▶ [WORK ORDER] Within these entries, which lines include the string "white"? Copy each one.
** Opening EXERCISE MATERIALS block **
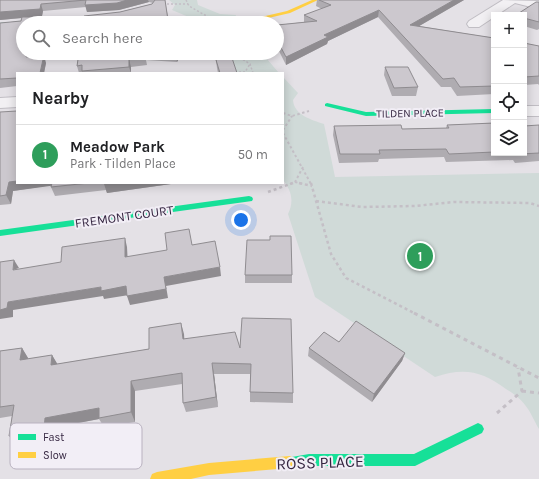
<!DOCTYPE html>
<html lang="en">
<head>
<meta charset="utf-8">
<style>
	body { margin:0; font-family:Karla,sans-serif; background:#f6f6f6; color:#202124 }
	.controls { position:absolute; right:12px; top:12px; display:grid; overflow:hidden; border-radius:0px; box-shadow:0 2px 10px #0003 }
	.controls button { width:36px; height:36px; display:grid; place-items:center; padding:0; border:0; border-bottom:1px solid #e0e0e0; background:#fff; color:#202124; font:20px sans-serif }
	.you { position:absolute; left:241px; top:220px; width:14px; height:14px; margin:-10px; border:3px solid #fff; border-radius:50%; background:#1a73e8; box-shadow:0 0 0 6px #1a73e833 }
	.badge { display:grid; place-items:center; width:26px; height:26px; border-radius:50%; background:#72677b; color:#fff; font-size:13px; font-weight:700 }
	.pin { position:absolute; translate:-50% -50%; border:2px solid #fff; box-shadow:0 1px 4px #0006 }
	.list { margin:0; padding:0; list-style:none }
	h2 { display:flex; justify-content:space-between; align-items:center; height:52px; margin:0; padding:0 16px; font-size:17px }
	h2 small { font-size:13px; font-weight:400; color:#757577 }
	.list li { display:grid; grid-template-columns:26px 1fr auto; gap:12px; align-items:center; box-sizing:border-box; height:60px; padding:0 16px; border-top:1px solid #e0e0e0 }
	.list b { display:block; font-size:15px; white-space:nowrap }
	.list p { margin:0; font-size:13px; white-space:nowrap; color:#757577 }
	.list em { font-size:13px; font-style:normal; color:#757577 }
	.icon { flex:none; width:22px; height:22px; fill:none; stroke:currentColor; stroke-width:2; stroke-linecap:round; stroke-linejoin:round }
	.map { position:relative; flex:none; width:539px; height:479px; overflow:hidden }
	.search { position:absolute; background:#fff; box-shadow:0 2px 10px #0003; left:16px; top:16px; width:268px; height:44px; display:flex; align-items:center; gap:10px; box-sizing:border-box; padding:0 14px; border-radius:22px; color:#757577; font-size:15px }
	.panel { position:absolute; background:#fff; box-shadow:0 2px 10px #0003; left:16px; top:72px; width:268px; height:112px; border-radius:0px }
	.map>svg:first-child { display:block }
</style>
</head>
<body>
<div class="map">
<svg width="539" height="479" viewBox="0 0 539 479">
	<rect width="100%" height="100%" fill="#e4e1e6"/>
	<path fill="#d0dad8" d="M169,0H197L198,5L220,14L236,15L235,18L241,23H203L172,10L175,5Z
		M210,53H254L267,59L279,73H237L220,59L210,58Z
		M283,77L298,93L293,100C294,115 312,120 324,124L335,177L539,173V429C534,421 531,412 525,405C521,399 513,393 506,389C482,371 464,367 435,377L315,297L288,214C294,202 292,191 283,180Z"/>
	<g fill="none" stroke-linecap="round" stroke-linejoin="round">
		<defs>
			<path id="street" d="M503,0L539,1V9L515,3L497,15H494V17L479,27H469L467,24L469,21Z
				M17,97V107L0,108V98Z
				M524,106H539V116H524Z"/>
		</defs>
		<use href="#street" stroke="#c1bec4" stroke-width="2"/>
		<path stroke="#c4bfc6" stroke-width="1.5" stroke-dasharray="2 2" stroke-linecap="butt" d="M186,0L189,6L219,23
			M163,4H188
			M211,19H247
			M234,23L241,20
			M233,53L250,64L253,73
			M235,72H245L250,64"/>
		<path stroke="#c4bfc6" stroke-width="2" stroke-dasharray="2.5 2.5" stroke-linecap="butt" d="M283,113L292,116L309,111
			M283,130L292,116
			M283,133L311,184
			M295,182L303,184
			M290,184L295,182L303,167"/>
		<path stroke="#c4bfc6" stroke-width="2.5" stroke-dasharray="3 3" stroke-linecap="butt" d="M299,183L312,186
			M311,183L331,254L346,278L416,314
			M268,192L293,183
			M316,201L362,207L415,206L454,202L530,203L539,206"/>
		<path stroke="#c4bfc6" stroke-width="3" stroke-dasharray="4 4" stroke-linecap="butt" d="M414,313L539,378
			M522,391L539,393
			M497,413L522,391L518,368"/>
		<use href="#street" fill="#f2f0f3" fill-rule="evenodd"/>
		<path fill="#16e098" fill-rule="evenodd" d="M113,14L115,15V17L45,23H23V25L0,27V23Z
			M327,103L366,112L494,109V113L366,116L325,106V104Z
			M249,196L252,197L253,199L252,201L0,236V230Z
			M478,423L482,425L484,429L482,433L415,466H309L290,468L286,466L284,462L286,458L309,454H414Z"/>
		<path fill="#ffcf43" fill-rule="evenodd" d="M312,0H318L290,13L264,19L261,17L287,11Z
			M290,456L294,458L296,462L294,466L290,468L209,475L191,479H150L152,474L157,472L209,463Z"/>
	</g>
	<path fill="#afacb1" d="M0,0H165L169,23H83L120,12L152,4L153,3L149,2L119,10L87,12L86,7L43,11L42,16L28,17L23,53H32L31,56L46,63L44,73H17V86L0,88V23L21,21L22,18L0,20Z
		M317,0H464L419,26L494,38V94L457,96L451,87H441L378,17L328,41L327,44L286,65L277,47V25L304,22V15L322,9L316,6Z
		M539,2V29L537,30L524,26V15Z
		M524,43L539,46V85L538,84L524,85Z
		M79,53H182L177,62L146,60L147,65L131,67V73H79L77,66Z
		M216,60L237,73H218L217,68Z
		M385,67L418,87L416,96H392L384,75Z
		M0,112L17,183H178L107,193L106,190L55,196L51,187L52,185L13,191L11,204L0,205Z
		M494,123V153H524L539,125V161L515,163L513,160L446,162L444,157L379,159L378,162L339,163L333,135L334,126L402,129L446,128L447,125Z
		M270,240L292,275V283H245V275Z
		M184,334V339L240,348L293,393V403L250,402V374H214L218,407L186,412L183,403L182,384L135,391V422L104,427L99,419L52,428L51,439L17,445L9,436L12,416L0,418V351L22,348L28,358V359L52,355L57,364L149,349Z
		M309,348L405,353L402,361L372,402L308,356Z"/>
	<path fill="#8f8c90" d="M127,0H148L149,2L119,10L87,12L85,5Z
		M454,0H464L409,32L410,25Z
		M41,4L43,11L42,16L0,20V12Z
		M379,10L378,17L328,41L327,44L286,65V57L324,35Z
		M37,17L39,23H35Z
		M168,20L169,23H158Z
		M27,53H32L28,64L26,57Z
		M177,53H182L177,62L176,54Z
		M44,55L46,63L44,73H40Z
		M129,59L131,67V73L129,67Z
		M17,181V183H56L57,185L13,191L11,204L6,195L9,182Z
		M111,183H178L107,193L104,184Z
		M125,238L127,247L128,266L125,257Z
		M14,260L19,268L13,270Z
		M220,267L221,276L166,286L168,298L130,305L127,296L164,277Z
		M126,286L129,295L104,299L103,296L13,310V317L0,319V310L8,302L101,287Z
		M181,323L184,334L185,350L183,339Z
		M22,348L28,358L26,371L20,360Z
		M405,353L402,361L372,402L374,394Z
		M52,355L58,365H51Z
		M212,363L214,374L218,407L216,397Z
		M131,381L135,391V422L131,412Z
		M99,408V419L52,428L51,439L44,429L45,418Z"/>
	<path fill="#ccc8ce" stroke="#8f8c90" d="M0,0H127L117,3L85,5L86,0L41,4L40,9L0,12Z
		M155,0H165L168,20L158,23H83L84,16L120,12L152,4Z
		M319,0H454L410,25L494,38V86L460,87L454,78L443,79L379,10L324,35L328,37L286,57L277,40V25L317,21L304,15L331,5Z
		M536,2H539V22L524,18V15H516Z
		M22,17H37L35,23H23V53H27L26,57L44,55L40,73H17V78L0,79V23L21,21Z
		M524,43L539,46V76L524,77Z
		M79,53H145V58L129,59V67L82,71V65L77,66Z
		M157,53H177L176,54Z
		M231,55L237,73H220L216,60Z
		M385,67H408L418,87L394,88Z
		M17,111V181L9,182L6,195L0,196V112Z
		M494,123V152L449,154L446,149L379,150L380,154H340L334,126L401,125L402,129L449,128L447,125Z
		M539,125V153L519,154L518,153H524V126Z
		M52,183H89L51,187Z
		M189,229L192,245L215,241L220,267L164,277L166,289L127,296L126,286L101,291V287L8,302L7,308L0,310V262L14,260L13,270L61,262L62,247L125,238V257L167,250L165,233Z
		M270,236H291L292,275H245L247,240H270Z
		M242,318L291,319L293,393L250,392L251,364L212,363L216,397L183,403L182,373L131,381V412L99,418V408L45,418L44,429L9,436L14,405L0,407V351L22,348L20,360L52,355L51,365L149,349V328L181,323L183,339L235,332L240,348Z
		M356,321L405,353L374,394L309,348L324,332L339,342Z"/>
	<g text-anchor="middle" stroke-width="4" stroke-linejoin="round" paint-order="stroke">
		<g font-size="11" fill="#352641" stroke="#f2eef6">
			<text transform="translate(410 113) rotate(-1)" y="4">TILDEN PLACE</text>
		</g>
		<g font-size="13" fill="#352641" stroke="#f2eef6">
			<text transform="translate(124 216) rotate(-8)" y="5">FREMONT COURT</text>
		</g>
		<g font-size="16" fill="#352641" stroke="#f2eef6">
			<text transform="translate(320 462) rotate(-2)" y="6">ROSS PLACE</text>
		</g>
	</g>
	<rect x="10" y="423" width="132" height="46" rx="6" fill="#f2eef6" stroke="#b9b2c0" stroke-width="1"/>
	<rect x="18" y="434" width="18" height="6" fill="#16e098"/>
	<rect x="18" y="452" width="18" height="6" fill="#ffcf43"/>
	<g font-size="11" fill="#352641">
		<text x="43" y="441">Fast</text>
		<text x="43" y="459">Slow</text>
	</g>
</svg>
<div class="controls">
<button>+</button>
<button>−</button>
<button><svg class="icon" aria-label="locate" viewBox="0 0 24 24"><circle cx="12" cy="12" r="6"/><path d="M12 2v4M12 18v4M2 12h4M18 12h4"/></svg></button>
<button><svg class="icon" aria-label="layers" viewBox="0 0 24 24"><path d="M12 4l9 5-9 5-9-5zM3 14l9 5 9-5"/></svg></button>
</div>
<div class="you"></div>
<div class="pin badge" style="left:420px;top:256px;background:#2e9e5b">1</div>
<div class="search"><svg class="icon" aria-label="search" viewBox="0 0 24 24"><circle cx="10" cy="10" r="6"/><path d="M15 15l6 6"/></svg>Search here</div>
<section class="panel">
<h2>Nearby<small></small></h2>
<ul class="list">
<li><span class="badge" style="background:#2e9e5b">1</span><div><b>Meadow Park</b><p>Park · Tilden Place</p></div><em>50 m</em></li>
</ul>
</section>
</div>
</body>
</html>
** Closing EXERCISE MATERIALS block **
▶ [OUTPUT FOR THIS EXERCISE]
	.list b { display:block; font-size:15px; white-space:nowrap }
	.list p { margin:0; font-size:13px; white-space:nowrap; color:#757577 }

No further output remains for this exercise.